-------- LISTED RECORDS --------

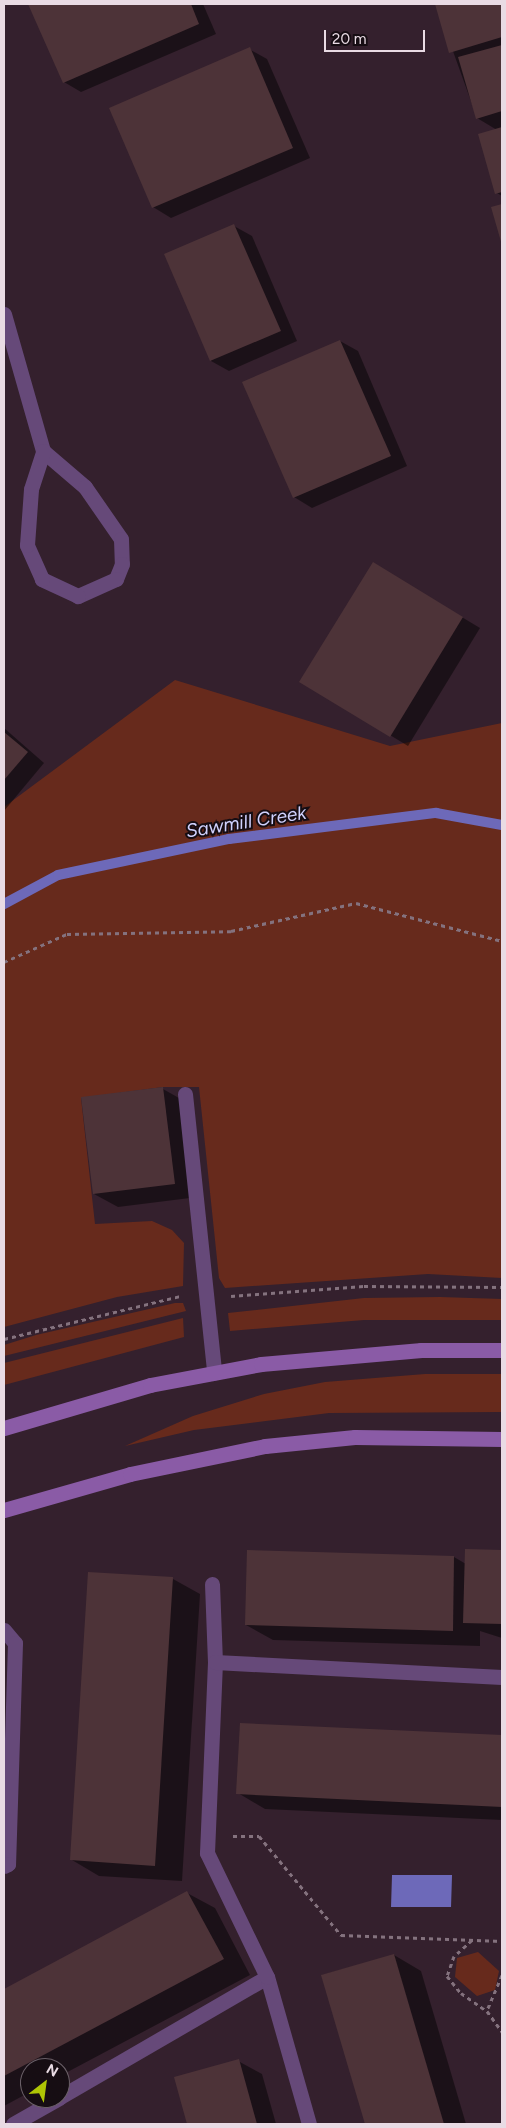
<!DOCTYPE html>
<html>
<head>
<meta charset="utf-8">
<style>
	body { margin:0 }
	#map { position:relative; width:506px; height:2128px; overflow:hidden; background:#34202d; font-family:Figtree,sans-serif }
	div>[style] { position:absolute }
	.green>* { inset:0; background:#672a1c }
	.water>* { inset:0; background:#6d69b9 }
	.shadow>* { inset:0; background:#0007 }
	.stream>* { height:10px; margin:-5px; padding:0 5px; transform-origin:5px; border-radius:5px; background:#6d69b9 }
	.building>* { inset:0; background:#4d3338 }
	.path>* { height:3px; margin-top:-1.5px; transform-origin:0; background:repeating-linear-gradient(90deg,#84727e 0 4px,transparent 0 8px) }
	.service>* { height:15px; margin:-7.5px; padding:0 7.5px; transform-origin:7.5px; border-radius:7.5px; background:#664979 }
	.minor>* { height:15px; margin:-7.5px; padding:0 7.5px; transform-origin:7.5px; border-radius:7.5px; background:#664979 }
	.secondary>* { height:15px; margin:-7.5px; padding:0 7.5px; transform-origin:7.5px; border-radius:7.5px; background:#8a5ba6 }
	span { translate:-50% -50%; white-space:nowrap; text-align:center; line-height:1.15; -webkit-text-stroke:4px #160d13; paint-order:stroke }
	.water-label { font-size:19px; color:#d0d1fd; font-style:italic }
	.frame { position:absolute; inset:0; border:5px solid #e9dbe4; pointer-events:none }
	.north { position:absolute; left:20px; top:2058px; width:50px; height:50px; box-sizing:border-box; background:#160d13; border:1px solid #6a5f67; border-radius:50%; rotate:30deg; font-size:14px; font-weight:700; line-height:20px; text-align:center; color:#e9dbe4 }
	.north::after { content:''; display:block; margin:auto; width:18px; height:22px; background:#afc505; clip-path:polygon(50% 0,100% 100%,50% 72%,0 100%) }
	.scale { position:absolute; left:324px; top:30px; width:101px; height:22px; box-sizing:border-box; border:2px solid #e9dbe4; border-top:0; padding-left:6px; font-size:15px; line-height:18px; white-space:nowrap; color:#e9dbe4; -webkit-text-stroke:4px #160d13; paint-order:stroke }
</style>
</head>
<body>
<div id="map">
	<div class="green">
		<i style="clip-path:polygon(175px 680px,390px 746px,502px 723px,502px 1278px,428px 1274px,225px 1288px,219px 1278px,199px 1087px,163px 1087px,81px 1098px,95px 1224px,152px 1221px,172px 1230px,184px 1243px,183px 1286px,117px 1297px,4px 1327px,4px 807px)"></i>
		<i style="clip-path:polygon(440px 1297px,502px 1299px,502px 1320px,364px 1320px,230px 1331px,228px 1313px,364px 1298px)"></i>
		<i style="clip-path:polygon(175px 1303px,183px 1303px,186px 1311px,4px 1356px,4px 1345px,36px 1335px)"></i>
		<i style="clip-path:polygon(183px 1318px,184px 1337px,4px 1385px,4px 1363px)"></i>
		<i style="clip-path:polygon(425px 1374px,502px 1374px,502px 1412px,329px 1413px,194px 1430px,125px 1446px,193px 1416px,264px 1394px,325px 1382px)"></i>
		<i style="clip-path:polygon(478px 1952px,499px 1971px,495px 1990px,477px 1996px,455px 1977px,457px 1958px)"></i>
	</div>
	<div class="water">
		<i style="clip-path:polygon(392px 1875px,452px 1875px,451px 1907px,391px 1907px)"></i>
	</div>
	<div class="shadow">
		<i style="clip-path:polygon(30px 4px,203px 4px,216px 34px,81px 92px,64px 82px)"></i>
		<i style="clip-path:polygon(436px 4px,502px 4px,502px 196px,497px 193px,497px 130px,477px 118px)"></i>
		<i style="clip-path:polygon(249px 49px,267px 59px,310px 158px,171px 218px,153px 207px)"></i>
		<i style="clip-path:polygon(234px 226px,252px 236px,297px 341px,229px 371px,211px 361px,166px 255px)"></i>
		<i style="clip-path:polygon(340px 341px,358px 351px,407px 466px,312px 508px,294px 497px)"></i>
		<i style="clip-path:polygon(390px 574px,480px 628px,408px 746px,301px 681px)"></i>
		<i style="clip-path:polygon(4px 728px,44px 763px,4px 811px)"></i>
		<i style="clip-path:polygon(163px 1089px,186px 1102px,198px 1197px,118px 1207px,94px 1194px)"></i>
		<i style="clip-path:polygon(466px 1550px,502px 1552px,502px 1638px,480px 1631px,480px 1646px,273px 1640px,246px 1625px,248px 1551px,454px 1557px,466px 1564px)"></i>
		<i style="clip-path:polygon(173px 1579px,200px 1594px,182px 1881px,99px 1876px,72px 1860px)"></i>
		<i style="clip-path:polygon(241px 1724px,502px 1736px,502px 1820px,265px 1809px,238px 1793px)"></i>
		<i style="clip-path:polygon(187px 1893px,215px 1908px,250px 1975px,60px 2076px,60px 2068px,30px 2068px,30px 2092px,4px 2106px,4px 1990px)"></i>
		<i style="clip-path:polygon(394px 1955px,421px 1971px,466px 2124px,366px 2124px,322px 1975px)"></i>
		<i style="clip-path:polygon(238px 2061px,262px 2074px,276px 2124px,189px 2124px,175px 2078px)"></i>
	</div>
	<div class="stream">
		<i style="left:4px;top:904px;width:61px;rotate:-28.2deg"></i>
		<i style="left:58px;top:875px;width:175px;rotate:-11.9deg"></i>
		<i style="left:229px;top:839px;width:209px;rotate:-7.2deg"></i>
		<i style="left:436px;top:813px;width:67px;rotate:10.3deg"></i>
	</div>
	<div class="building">
		<i style="clip-path:polygon(28px 4px,191px 4px,199px 24px,63px 83px)"></i>
		<i style="clip-path:polygon(435px 4px,502px 4px,502px 37px,449px 53px)"></i>
		<i style="clip-path:polygon(502px 45px,502px 111px,476px 119px,458px 57px)"></i>
		<i style="clip-path:polygon(250px 47px,293px 148px,152px 208px,109px 108px)"></i>
		<i style="clip-path:polygon(502px 127px,502px 192px,495px 194px,478px 134px)"></i>
		<i style="clip-path:polygon(502px 204px,502px 245px,491px 207px)"></i>
		<i style="clip-path:polygon(234px 224px,281px 331px,210px 361px,164px 254px)"></i>
		<i style="clip-path:polygon(340px 340px,391px 456px,293px 498px,242px 382px)"></i>
		<i style="clip-path:polygon(373px 562px,463px 617px,390px 737px,299px 682px)"></i>
		<i style="clip-path:polygon(4px 732px,28px 752px,4px 780px)"></i>
		<i style="clip-path:polygon(163px 1087px,175px 1184px,93px 1194px,81px 1097px)"></i>
		<i style="clip-path:polygon(465px 1549px,502px 1550px,502px 1624px,463px 1623px)"></i>
		<i style="clip-path:polygon(247px 1550px,454px 1556px,453px 1631px,245px 1625px)"></i>
		<i style="clip-path:polygon(88px 1572px,173px 1577px,155px 1866px,70px 1860px)"></i>
		<i style="clip-path:polygon(240px 1723px,502px 1735px,502px 1807px,236px 1794px)"></i>
		<i style="clip-path:polygon(187px 1891px,224px 1959px,4px 2076px,4px 1989px)"></i>
		<i style="clip-path:polygon(394px 1954px,444px 2124px,365px 2124px,321px 1975px)"></i>
		<i style="clip-path:polygon(239px 2059px,257px 2124px,187px 2124px,174px 2077px)"></i>
	</div>
	<div class="path">
		<i style="left:4px;top:962px;width:69px;rotate:-24deg"></i>
		<i style="left:67px;top:934px;width:164px;rotate:-1deg"></i>
		<i style="left:231px;top:931px;width:128px;rotate:-12.6deg"></i>
		<i style="left:356px;top:903px;width:151px;rotate:14.6deg"></i>
		<i style="left:231px;top:1296px;width:133px;rotate:-4.3deg"></i>
		<i style="left:364px;top:1286px;width:138px;rotate:0.4deg"></i>
		<i style="left:4px;top:1339px;width:181px;rotate:-13.7deg"></i>
		<i style="left:233px;top:1836px;width:26px"></i>
		<i style="left:259px;top:1836px;width:129px;rotate:50.4deg"></i>
		<i style="left:341px;top:1935px;width:161px;rotate:2.1deg"></i>
		<i style="left:472px;top:1940px;width:24px;rotate:138deg"></i>
		<i style="left:454px;top:1956px;width:21px;rotate:109deg"></i>
		<i style="left:447px;top:1976px;width:22px;rotate:51deg"></i>
		<i style="left:461px;top:1993px;width:32px;rotate:35deg"></i>
		<i style="left:502px;top:1975px;width:39px;rotate:113deg"></i>
		<i style="left:487px;top:2011px;width:26px;rotate:54deg"></i>
	</div>
	<div class="service">
		<i style="left:185px;top:1094px;width:280px;rotate:84deg"></i>
		<i style="left:212px;top:1584px;width:78px;rotate:87.8deg"></i>
		<i style="left:4px;top:1630px;width:17px;rotate:50deg"></i>
		<i style="left:15px;top:1643px;width:221px;rotate:91.8deg"></i>
		<i style="left:8px;top:1864px;width:4px;rotate:153deg"></i>
		<i style="left:60px;top:2097px;width:239px;rotate:-30.1deg"></i>
		<i style="left:13px;top:2124px;width:53px;rotate:-29.5deg"></i>
		<i style="left:309px;top:2124px;width:153px;rotate:-105.9deg"></i>
		<i style="left:267px;top:1977px;width:138px;rotate:-115.8deg"></i>
		<i style="left:207px;top:1853px;width:191px;rotate:-87.6deg"></i>
		<i style="left:215px;top:1662px;width:287px;rotate:3deg"></i>
	</div>
	<div class="minor">
		<i style="left:4px;top:314px;width:142px;rotate:74.1deg"></i>
		<i style="left:43px;top:451px;width:55px;rotate:40.6deg"></i>
		<i style="left:85px;top:487px;width:63px;rotate:55.3deg"></i>
		<i style="left:121px;top:539px;width:25px;rotate:88deg"></i>
		<i style="left:122px;top:564px;width:16px;rotate:112deg"></i>
		<i style="left:116px;top:579px;width:42px;rotate:155.9deg"></i>
		<i style="left:78px;top:596px;width:40px;rotate:-155deg"></i>
		<i style="left:42px;top:579px;width:37px;rotate:-114deg"></i>
		<i style="left:27px;top:545px;width:56px;rotate:-85.9deg"></i>
		<i style="left:31px;top:489px;width:40px;rotate:-72deg"></i>
	</div>
	<div class="secondary">
		<i style="left:4px;top:1428px;width:152px;rotate:-16.4deg"></i>
		<i style="left:150px;top:1385px;width:113px;rotate:-10.7deg"></i>
		<i style="left:261px;top:1364px;width:161px;rotate:-5deg"></i>
		<i style="left:421px;top:1350px;width:81px"></i>
		<i style="left:4px;top:1510px;width:131px;rotate:-15.9deg"></i>
		<i style="left:130px;top:1474px;width:138px;rotate:-11.7deg"></i>
		<i style="left:265px;top:1446px;width:90px;rotate:-5.7deg"></i>
		<i style="left:355px;top:1437px;width:147px;rotate:0.8deg"></i>
	</div>
	<div class="water-label">
		<span style="left:246px;top:822px;rotate:-9deg">Sawmill Creek</span>
	</div>
	<div class="frame"></div>
	<div class="north">N</div>
	<div class="scale">20 m</div>
</div>
</body>
</html>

--------

PROMPT
Out of the data above, transcribe exactly and only the lines starting with the line that has "127px,502px 192px,495px 194px,478px" and going on through the line that has "1891px,224px 1959px,4px 2076px,4px", both included.

SOLUTION TO THE EXERCISE
		<i style="clip-path:polygon(502px 127px,502px 192px,495px 194px,478px 134px)"></i>
		<i style="clip-path:polygon(502px 204px,502px 245px,491px 207px)"></i>
		<i style="clip-path:polygon(234px 224px,281px 331px,210px 361px,164px 254px)"></i>
		<i style="clip-path:polygon(340px 340px,391px 456px,293px 498px,242px 382px)"></i>
		<i style="clip-path:polygon(373px 562px,463px 617px,390px 737px,299px 682px)"></i>
		<i style="clip-path:polygon(4px 732px,28px 752px,4px 780px)"></i>
		<i style="clip-path:polygon(163px 1087px,175px 1184px,93px 1194px,81px 1097px)"></i>
		<i style="clip-path:polygon(465px 1549px,502px 1550px,502px 1624px,463px 1623px)"></i>
		<i style="clip-path:polygon(247px 1550px,454px 1556px,453px 1631px,245px 1625px)"></i>
		<i style="clip-path:polygon(88px 1572px,173px 1577px,155px 1866px,70px 1860px)"></i>
		<i style="clip-path:polygon(240px 1723px,502px 1735px,502px 1807px,236px 1794px)"></i>
		<i style="clip-path:polygon(187px 1891px,224px 1959px,4px 2076px,4px 1989px)"></i>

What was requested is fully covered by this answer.